§ DATA LISTING
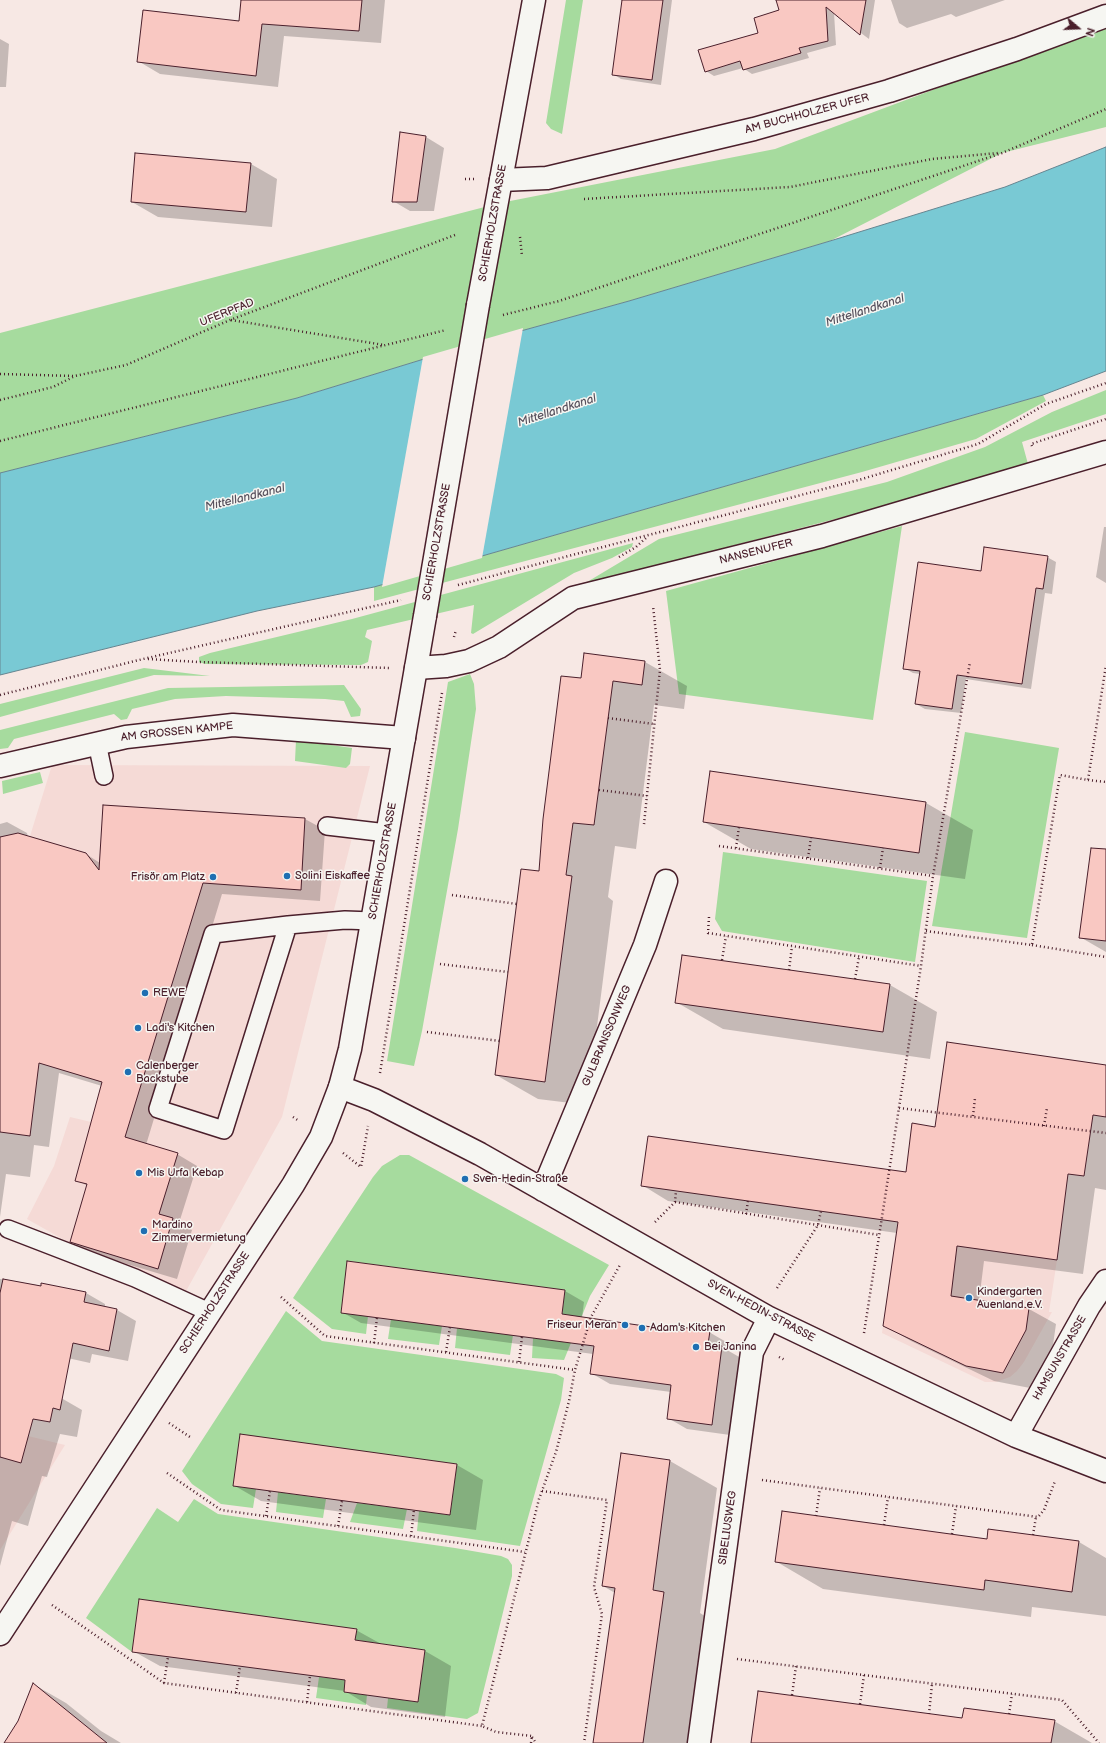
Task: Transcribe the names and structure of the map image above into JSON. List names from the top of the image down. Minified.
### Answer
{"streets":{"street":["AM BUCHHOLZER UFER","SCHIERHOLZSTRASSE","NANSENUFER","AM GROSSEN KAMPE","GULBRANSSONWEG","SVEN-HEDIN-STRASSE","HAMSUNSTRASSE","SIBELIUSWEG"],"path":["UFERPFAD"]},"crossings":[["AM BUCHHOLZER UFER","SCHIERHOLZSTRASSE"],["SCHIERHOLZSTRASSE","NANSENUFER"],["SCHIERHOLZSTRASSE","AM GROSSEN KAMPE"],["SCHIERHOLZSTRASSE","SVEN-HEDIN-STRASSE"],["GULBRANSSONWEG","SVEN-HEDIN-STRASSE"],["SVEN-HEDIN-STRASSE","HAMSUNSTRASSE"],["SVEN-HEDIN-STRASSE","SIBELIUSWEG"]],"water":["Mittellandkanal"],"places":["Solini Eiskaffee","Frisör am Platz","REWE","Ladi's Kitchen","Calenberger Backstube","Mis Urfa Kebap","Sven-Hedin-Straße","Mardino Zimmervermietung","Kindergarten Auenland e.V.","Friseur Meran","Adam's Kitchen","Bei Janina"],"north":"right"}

...

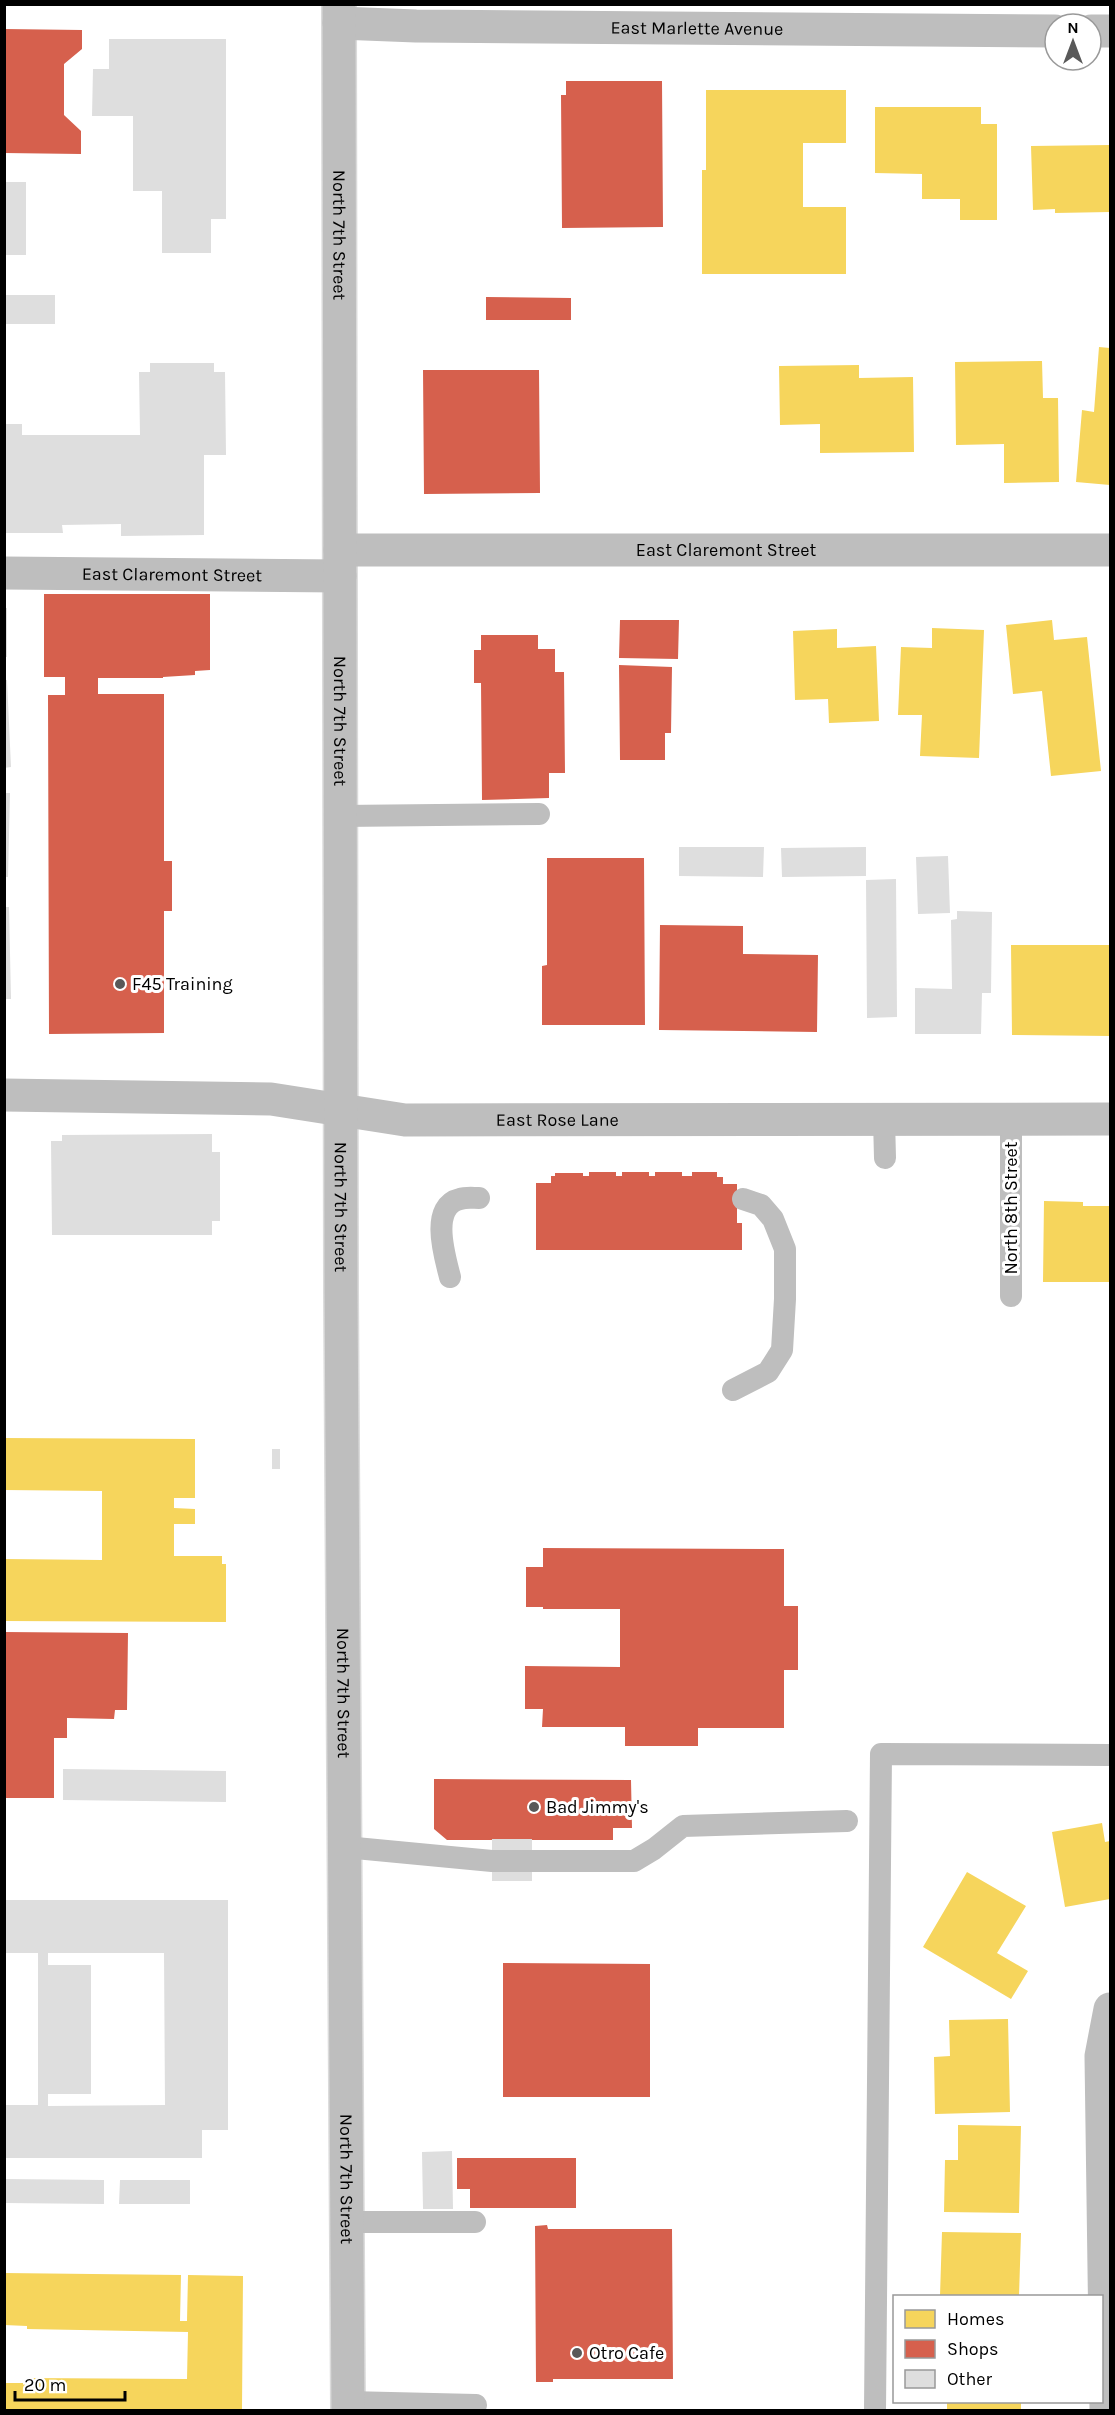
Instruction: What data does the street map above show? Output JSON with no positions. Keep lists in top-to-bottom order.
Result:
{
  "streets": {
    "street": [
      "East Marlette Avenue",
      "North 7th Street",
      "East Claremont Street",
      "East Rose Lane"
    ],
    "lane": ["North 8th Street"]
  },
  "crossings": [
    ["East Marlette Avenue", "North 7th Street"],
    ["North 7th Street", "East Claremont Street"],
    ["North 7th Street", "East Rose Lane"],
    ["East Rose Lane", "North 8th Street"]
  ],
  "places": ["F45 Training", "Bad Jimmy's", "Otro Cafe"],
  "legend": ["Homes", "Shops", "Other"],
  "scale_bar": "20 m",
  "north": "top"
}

§ WHAT TO PRODUCE
Search the records for the word "JSON" and copy out every line that holds it.

§ THE COMPLETED TASK
Task: Transcribe the names and structure of the map image above into JSON. List names from the top of the image down. Minified.
Instruction: What data does the street map above show? Output JSON with no positions. Keep lists in top-to-bottom order.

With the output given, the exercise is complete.